=== Section Start ===

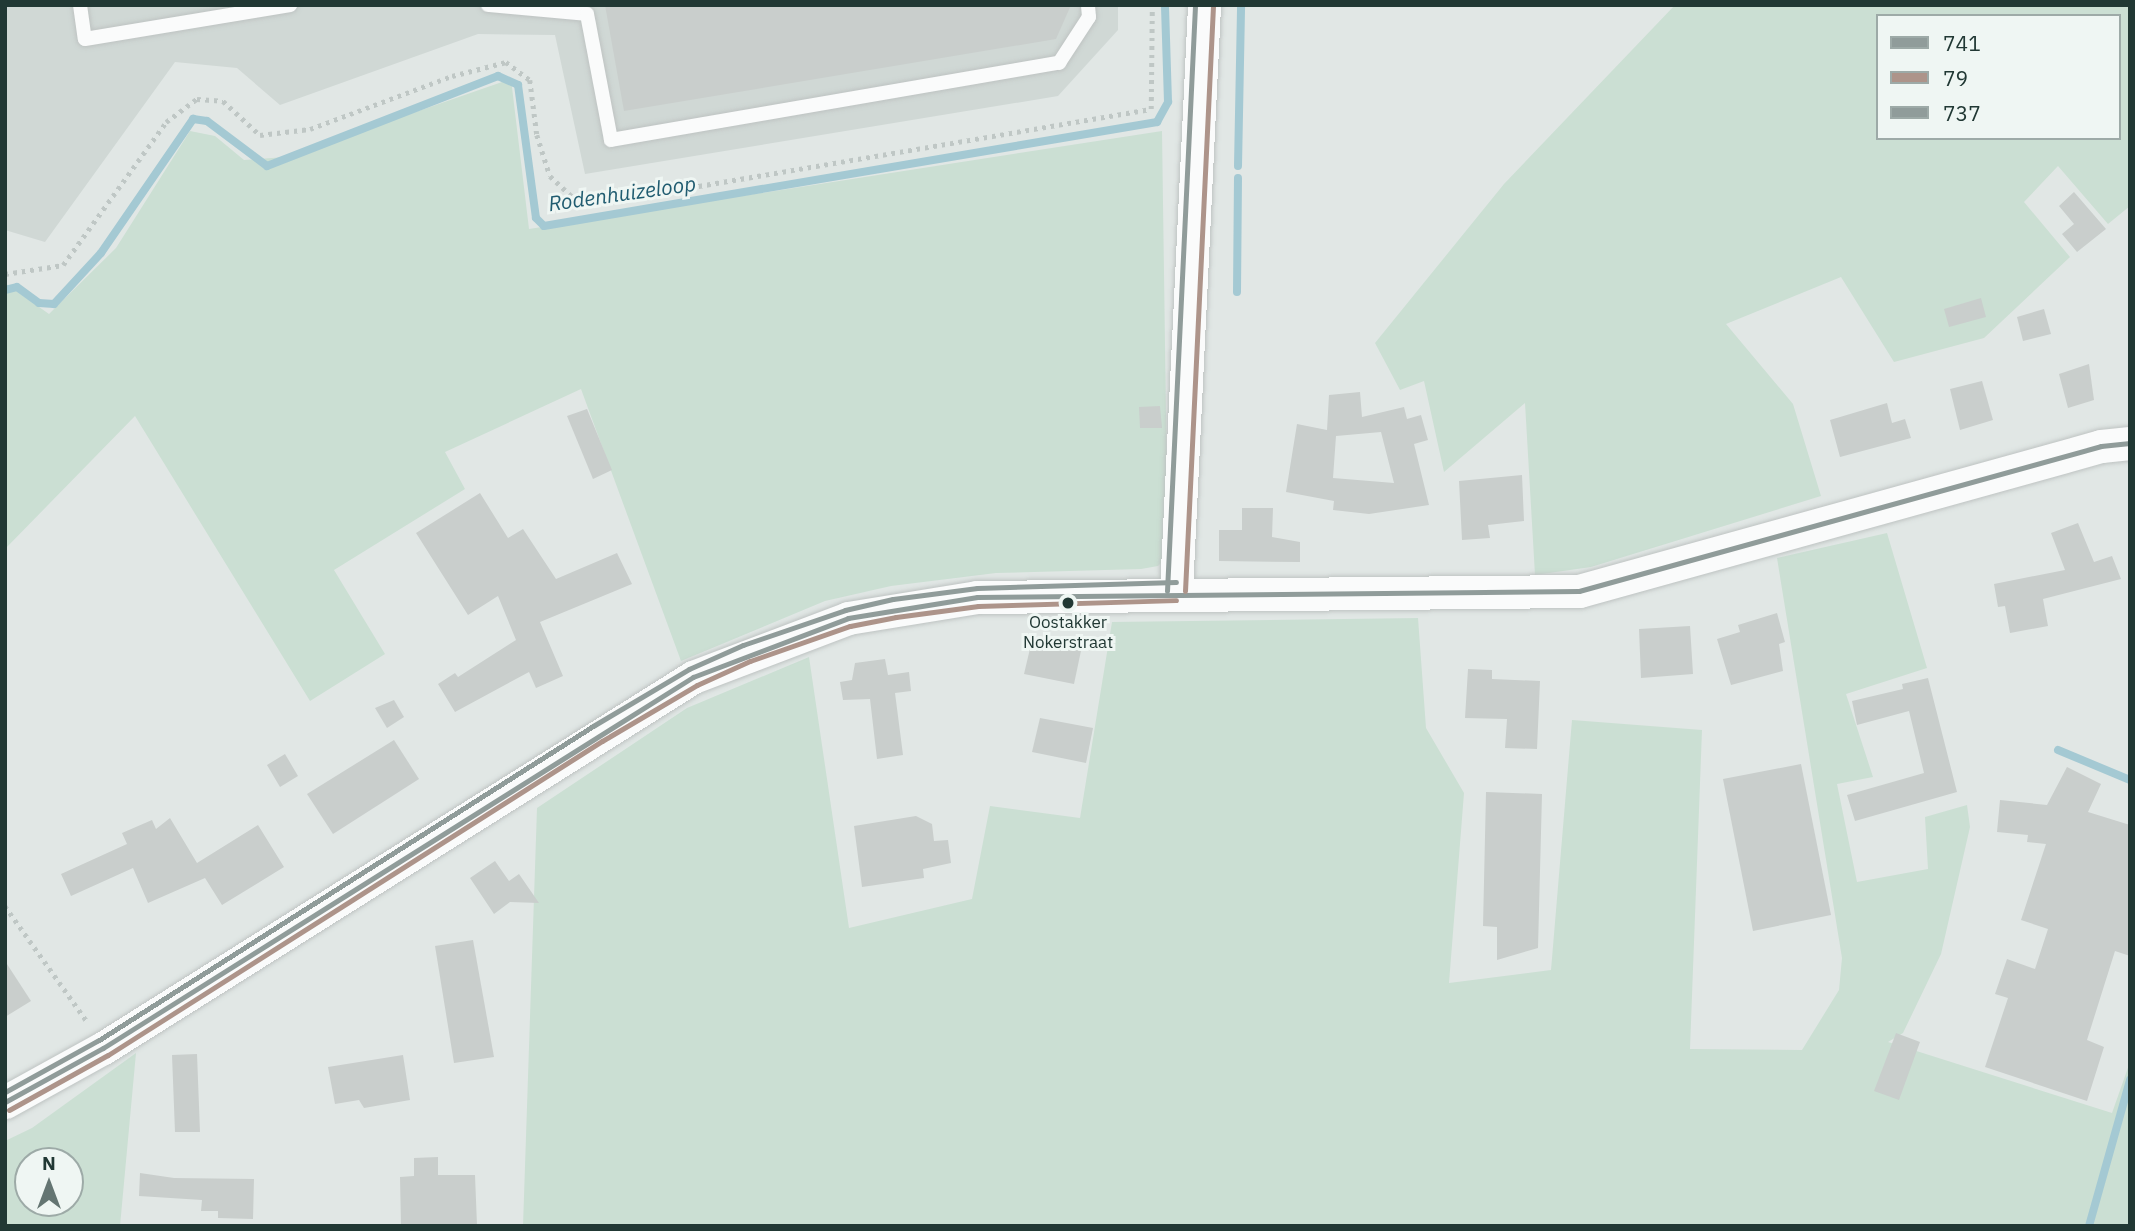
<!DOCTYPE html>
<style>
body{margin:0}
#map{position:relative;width:2135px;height:1231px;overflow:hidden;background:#e1e7e5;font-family:"IBM Plex Sans",sans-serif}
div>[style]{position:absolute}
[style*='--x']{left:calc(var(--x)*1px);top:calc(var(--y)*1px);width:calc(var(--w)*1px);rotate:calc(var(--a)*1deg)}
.built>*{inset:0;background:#d0d8d5}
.green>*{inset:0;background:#cbdfd3}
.stream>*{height:8px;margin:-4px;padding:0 4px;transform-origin:4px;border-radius:4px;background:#a4c9d3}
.building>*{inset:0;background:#c9cecc}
.path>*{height:4.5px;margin-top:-2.25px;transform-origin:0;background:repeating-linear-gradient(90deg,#bfc7c5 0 3.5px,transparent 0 8.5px)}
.roads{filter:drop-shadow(0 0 2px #bec3c2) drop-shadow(0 0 2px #bec3c2)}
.service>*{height:14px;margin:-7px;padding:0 7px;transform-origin:7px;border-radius:7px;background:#fafbfb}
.tertiary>*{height:33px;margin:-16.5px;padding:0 16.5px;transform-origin:16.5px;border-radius:16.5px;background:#fafbfb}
.bus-1>*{height:5px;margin:-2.5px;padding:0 2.5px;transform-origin:2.5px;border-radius:2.5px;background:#909c9a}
.bus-2>*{height:5px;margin:-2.5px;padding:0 2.5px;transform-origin:2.5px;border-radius:2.5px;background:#ad948a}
.bus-3>*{height:5px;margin:-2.5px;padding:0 2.5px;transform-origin:2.5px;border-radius:2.5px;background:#909c9a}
.dots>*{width:19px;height:19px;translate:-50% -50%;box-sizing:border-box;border:4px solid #eff6f3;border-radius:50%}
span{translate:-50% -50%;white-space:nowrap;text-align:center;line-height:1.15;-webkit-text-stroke:6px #eff6f3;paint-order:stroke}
.bus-label{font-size:17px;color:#213834}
.water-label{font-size:21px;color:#205c70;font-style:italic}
.frame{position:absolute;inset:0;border:7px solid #213834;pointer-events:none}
.legend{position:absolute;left:1876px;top:14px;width:245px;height:126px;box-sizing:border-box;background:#eff6f3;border:2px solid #9daaa7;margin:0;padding:9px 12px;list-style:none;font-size:21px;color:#213834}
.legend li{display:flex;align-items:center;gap:14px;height:35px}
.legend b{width:35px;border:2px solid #9daaa7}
.north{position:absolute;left:14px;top:1147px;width:70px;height:70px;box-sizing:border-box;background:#eff6f3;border:2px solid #9daaa7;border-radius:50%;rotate:0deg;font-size:19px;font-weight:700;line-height:28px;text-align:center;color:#213834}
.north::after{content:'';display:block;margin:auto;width:24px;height:32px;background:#647572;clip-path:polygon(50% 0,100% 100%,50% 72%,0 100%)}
</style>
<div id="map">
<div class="built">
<i style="clip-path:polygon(5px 5px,1118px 5px,1118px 30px,1058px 96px,585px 174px,555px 35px,478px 34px,280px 105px,237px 68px,175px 62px,45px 242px,5px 230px)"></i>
</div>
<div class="green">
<i style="clip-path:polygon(evenodd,1675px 5px,2130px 5px,2130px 206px,2108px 224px,2058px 166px,2024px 202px,2070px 257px,1984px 338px,1894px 362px,1841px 277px,1726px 324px,1793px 404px,1821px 496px,1591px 567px,1535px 575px,1525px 403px,1444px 472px,1424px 381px,1400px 390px,1375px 343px,1504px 184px,1675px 5px,1878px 16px,2119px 16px,2119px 138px,1878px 138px,1878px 16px)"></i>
<i style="clip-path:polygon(511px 79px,529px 229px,1162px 131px,1168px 556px,1158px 566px,1141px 569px,996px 573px,891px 586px,825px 601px,681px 661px,581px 389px,445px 452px,465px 489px,334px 570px,385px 654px,310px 701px,135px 416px,5px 549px,5px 283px,49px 314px,116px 248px,190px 131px,215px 136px,244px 160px,286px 157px)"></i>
<i style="clip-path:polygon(1887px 533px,1927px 668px,1846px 694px,1873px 777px,1837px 784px,1857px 882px,1928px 869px,1925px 817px,1967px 805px,1970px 827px,1941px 954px,1903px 1033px,1888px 1042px,2112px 1113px,2130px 1062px,2130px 1226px,523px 1226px,537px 808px,687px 708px,809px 657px,849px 928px,972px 899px,990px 806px,1080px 818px,1112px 622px,1418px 618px,1426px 728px,1464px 793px,1449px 983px,1551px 970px,1572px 720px,1702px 730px,1690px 1049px,1802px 1050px,1839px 990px,1842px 958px,1777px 558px)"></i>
<i style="clip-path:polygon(evenodd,136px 1053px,120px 1226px,5px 1226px,5px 1141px,32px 1128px,136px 1053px,70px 1161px,70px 1203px,28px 1203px,28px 1161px,70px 1161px)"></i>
</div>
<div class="stream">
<i style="--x:1238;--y:166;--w:161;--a:-88.9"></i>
<i style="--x:5;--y:290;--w:12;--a:-14"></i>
<i style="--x:17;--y:287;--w:27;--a:36"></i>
<i style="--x:39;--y:303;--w:15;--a:4"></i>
<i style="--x:54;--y:304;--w:69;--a:-47.3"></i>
<i style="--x:101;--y:253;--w:163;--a:-55.5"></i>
<i style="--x:193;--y:119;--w:14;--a:8"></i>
<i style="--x:207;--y:121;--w:75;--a:36.9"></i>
<i style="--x:267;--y:166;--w:248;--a:-21.3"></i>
<i style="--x:498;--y:76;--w:22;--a:24"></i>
<i style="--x:518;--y:85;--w:134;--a:82.3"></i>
<i style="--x:536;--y:218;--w:11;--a:45"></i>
<i style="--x:544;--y:226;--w:622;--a:-9.63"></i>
<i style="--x:1157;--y:122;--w:23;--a:-61"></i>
<i style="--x:1168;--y:102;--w:97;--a:-91.8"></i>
<i style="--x:1237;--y:292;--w:114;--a:-89.5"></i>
<i style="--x:2058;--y:750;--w:78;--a:22.6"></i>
<i style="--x:2089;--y:1226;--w:152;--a:-74.3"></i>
</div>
<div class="building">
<i style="clip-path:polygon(605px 5px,1071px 5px,1056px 39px,624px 111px)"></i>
<i style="clip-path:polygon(2074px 192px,2106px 229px,2077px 252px,2062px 234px,2074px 224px,2059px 206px)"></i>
<i style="clip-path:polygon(1981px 298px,1986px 317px,1949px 327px,1944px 309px)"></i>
<i style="clip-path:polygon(2044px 309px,2051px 334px,2023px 341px,2017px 317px)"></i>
<i style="clip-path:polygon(2089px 364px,2094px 400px,2068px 408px,2059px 374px)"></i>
<i style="clip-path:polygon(1982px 381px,1993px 420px,1960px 430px,1950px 389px)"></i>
<i style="clip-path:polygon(evenodd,1360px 392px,1362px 417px,1404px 407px,1407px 419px,1421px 415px,1428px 440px,1414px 444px,1429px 505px,1369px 514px,1333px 510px,1334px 501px,1286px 492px,1297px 424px,1327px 430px,1329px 395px,1360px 392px,1381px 432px,1394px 483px,1333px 478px,1336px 436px,1381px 432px)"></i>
<i style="clip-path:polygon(1887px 403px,1892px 423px,1905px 419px,1911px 438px,1840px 457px,1830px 420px)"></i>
<i style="clip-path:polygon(1160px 406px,1162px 428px,1140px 428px,1139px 407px)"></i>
<i style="clip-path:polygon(587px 409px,612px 470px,593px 479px,567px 416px)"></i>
<i style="clip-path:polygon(1522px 475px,1524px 521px,1488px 525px,1490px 538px,1462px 540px,1459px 481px)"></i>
<i style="clip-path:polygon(480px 493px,508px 538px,523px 529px,556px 579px,617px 553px,632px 584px,540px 622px,563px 676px,536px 688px,529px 672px,455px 712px,438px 684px,455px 673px,458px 677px,516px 640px,498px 596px,468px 615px,416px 533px)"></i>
<i style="clip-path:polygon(1242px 508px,1273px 508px,1272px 537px,1300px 542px,1300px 562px,1219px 561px,1219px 530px,1242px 530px)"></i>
<i style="clip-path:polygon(2078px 523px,2094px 562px,2112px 556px,2121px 579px,2043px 599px,2048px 626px,2010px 633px,2005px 606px,1998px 607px,1994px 584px,2065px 570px,2051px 533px)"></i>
<i style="clip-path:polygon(1777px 613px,1785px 642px,1779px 644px,1783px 671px,1731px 685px,1717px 639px,1740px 632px,1738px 625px)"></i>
<i style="clip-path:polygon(1690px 626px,1693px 674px,1641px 678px,1639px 629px)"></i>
<i style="clip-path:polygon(1033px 636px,1082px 646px,1074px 684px,1024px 674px)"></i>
<i style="clip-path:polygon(885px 659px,888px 675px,909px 672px,911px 691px,895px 693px,903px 755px,877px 759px,870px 699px,843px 700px,840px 682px,852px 680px,855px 663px)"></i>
<i style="clip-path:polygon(1468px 669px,1492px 670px,1492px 679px,1540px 681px,1537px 749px,1505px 748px,1507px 719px,1465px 718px)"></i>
<i style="clip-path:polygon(1928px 678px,1957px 792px,1855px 821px,1847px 795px,1924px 773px,1909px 711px,1857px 725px,1852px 701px,1903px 689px,1902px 684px)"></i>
<i style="clip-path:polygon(394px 700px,404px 717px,387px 728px,375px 708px)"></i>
<i style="clip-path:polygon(1040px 718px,1093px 728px,1086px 763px,1032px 752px)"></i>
<i style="clip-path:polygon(394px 740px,419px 779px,333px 834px,307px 794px)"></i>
<i style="clip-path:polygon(285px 754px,298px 776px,280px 787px,267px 765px)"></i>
<i style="clip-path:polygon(1801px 764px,1831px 915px,1753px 931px,1723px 779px)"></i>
<i style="clip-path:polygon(2067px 767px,2101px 784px,2088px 812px,2130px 825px,2130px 956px,2115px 951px,2087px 1040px,2104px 1047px,2087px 1101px,1985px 1067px,2008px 998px,1995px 994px,2007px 959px,2035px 969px,2048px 929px,2021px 920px,2046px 844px,2027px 842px,2028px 835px,1997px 832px,2000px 800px,2047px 805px)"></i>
<i style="clip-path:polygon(1486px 792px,1542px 794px,1538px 948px,1497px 960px,1497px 927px,1483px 926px)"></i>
<i style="clip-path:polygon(916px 816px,932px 824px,934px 841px,948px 840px,951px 863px,923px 869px,924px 878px,862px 887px,854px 826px)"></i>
<i style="clip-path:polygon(170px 818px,197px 863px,258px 825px,284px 867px,222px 905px,205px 878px,148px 903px,133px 868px,71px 896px,61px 874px,127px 844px,122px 833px,152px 820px,156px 829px)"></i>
<i style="clip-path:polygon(495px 861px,509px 881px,519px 874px,539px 903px,510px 902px,494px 914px,470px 878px)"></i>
<i style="clip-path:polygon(473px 940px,494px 1057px,454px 1063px,435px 946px)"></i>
<i style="clip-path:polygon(5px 961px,31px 1001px,5px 1017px)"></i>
<i style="clip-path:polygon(1896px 1033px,1920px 1042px,1899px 1100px,1874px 1091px)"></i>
<i style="clip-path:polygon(197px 1054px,200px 1132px,175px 1132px,172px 1055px)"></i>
<i style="clip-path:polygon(403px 1055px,410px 1100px,364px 1108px,359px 1100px,335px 1104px,328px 1067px)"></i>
<i style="clip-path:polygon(438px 1157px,438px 1175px,475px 1175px,477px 1225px,401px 1226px,400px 1177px,414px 1176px,414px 1158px)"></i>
<i style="clip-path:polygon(140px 1173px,174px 1178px,254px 1179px,253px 1219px,218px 1218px,218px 1211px,201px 1211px,202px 1200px,139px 1196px)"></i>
</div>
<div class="path">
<i style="--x:5;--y:274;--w:59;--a:-8.8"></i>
<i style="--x:63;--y:265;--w:176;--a:-54.2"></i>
<i style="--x:166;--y:122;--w:39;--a:-37"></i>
<i style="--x:197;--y:99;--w:26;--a:4"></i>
<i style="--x:223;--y:101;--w:50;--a:42.6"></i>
<i style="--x:260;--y:135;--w:50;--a:-6.8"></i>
<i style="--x:310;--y:129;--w:152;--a:-20.5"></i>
<i style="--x:452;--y:76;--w:56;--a:-14.5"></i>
<i style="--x:506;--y:62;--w:30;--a:37"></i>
<i style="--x:530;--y:80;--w:55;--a:82.7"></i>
<i style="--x:537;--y:135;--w:43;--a:72.4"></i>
<i style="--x:550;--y:176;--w:33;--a:43"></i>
<i style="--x:574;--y:198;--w:66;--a:-1.7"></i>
<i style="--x:640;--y:196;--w:518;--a:-9.66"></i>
<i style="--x:1151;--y:109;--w:104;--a:-89.4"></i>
<i style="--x:5;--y:906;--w:143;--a:54.6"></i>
</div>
<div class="roads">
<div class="service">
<i style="--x:80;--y:5;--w:34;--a:82"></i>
<i style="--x:85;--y:39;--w:208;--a:-9.4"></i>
<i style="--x:488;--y:5;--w:99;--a:5.2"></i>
<i style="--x:587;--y:14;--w:128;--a:79.2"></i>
<i style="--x:611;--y:140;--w:455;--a:-9.8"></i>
<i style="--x:1059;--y:63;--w:55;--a:-56.9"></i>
<i style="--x:1089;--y:17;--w:12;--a:-95"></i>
</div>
<div class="tertiary">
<i style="--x:1176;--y:591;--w:587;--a:-87.26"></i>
<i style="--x:5;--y:1102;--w:112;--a:-28.9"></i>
<i style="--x:103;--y:1048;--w:697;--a:-32.16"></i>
<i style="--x:693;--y:677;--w:166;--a:-20.8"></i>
<i style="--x:848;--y:618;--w:131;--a:-9.2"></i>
<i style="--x:977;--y:597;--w:602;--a:-0.57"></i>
<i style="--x:1579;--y:591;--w:542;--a:-15.52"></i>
<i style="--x:2101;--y:446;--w:29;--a:-6"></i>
</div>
</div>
<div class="bus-1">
<i style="--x:5;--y:1102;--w:112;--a:-28.9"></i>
<i style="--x:103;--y:1048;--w:697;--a:-32.16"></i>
<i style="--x:693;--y:677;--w:166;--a:-20.8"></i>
<i style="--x:848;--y:618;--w:131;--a:-9.2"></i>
<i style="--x:977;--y:597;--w:602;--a:-0.57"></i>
<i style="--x:1579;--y:591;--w:542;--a:-15.52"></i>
<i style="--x:2101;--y:446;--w:29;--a:-6"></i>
</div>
<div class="bus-2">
<i style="--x:1185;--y:591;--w:587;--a:-87.26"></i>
<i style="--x:9;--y:1110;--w:113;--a:-29.1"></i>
<i style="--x:108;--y:1055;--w:585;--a:-32.44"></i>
<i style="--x:602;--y:741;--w:110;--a:-30.5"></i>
<i style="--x:697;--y:685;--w:58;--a:-24.4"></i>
<i style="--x:750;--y:661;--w:106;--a:-19.3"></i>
<i style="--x:850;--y:626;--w:47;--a:-11.1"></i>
<i style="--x:896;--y:617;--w:83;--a:-7.6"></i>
<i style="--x:978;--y:606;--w:198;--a:-1.7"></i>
</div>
<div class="bus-3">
<i style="--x:1167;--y:591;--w:587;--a:-87.26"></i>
<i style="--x:5;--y:1092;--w:107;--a:-29"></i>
<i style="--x:99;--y:1040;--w:585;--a:-32.44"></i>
<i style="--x:593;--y:726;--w:112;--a:-30.7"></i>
<i style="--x:689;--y:669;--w:59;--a:-24"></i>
<i style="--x:743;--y:645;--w:108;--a:-18.9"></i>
<i style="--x:845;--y:610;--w:49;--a:-12.9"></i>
<i style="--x:893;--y:599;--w:85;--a:-7.5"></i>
<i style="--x:977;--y:588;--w:199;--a:-1.7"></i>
</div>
<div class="dots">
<i style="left:1068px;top:603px;background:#213834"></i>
</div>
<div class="bus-label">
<span style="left:1068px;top:633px">Oostakker<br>Nokerstraat</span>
</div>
<div class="water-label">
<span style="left:622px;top:193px;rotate:-8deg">Rodenhuizeloop</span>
</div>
<div class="frame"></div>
<ul class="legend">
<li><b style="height:9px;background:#909c9a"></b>741</li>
<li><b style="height:9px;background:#ad948a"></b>79</li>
<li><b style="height:9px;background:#909c9a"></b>737</li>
</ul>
<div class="north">N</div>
</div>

=== Section End ===

Identify each line in the records above that contains the word "service", and copy it out in full.

.service>*{height:14px;margin:-7px;padding:0 7px;transform-origin:7px;border-radius:7px;background:#fafbfb}
<div class="service">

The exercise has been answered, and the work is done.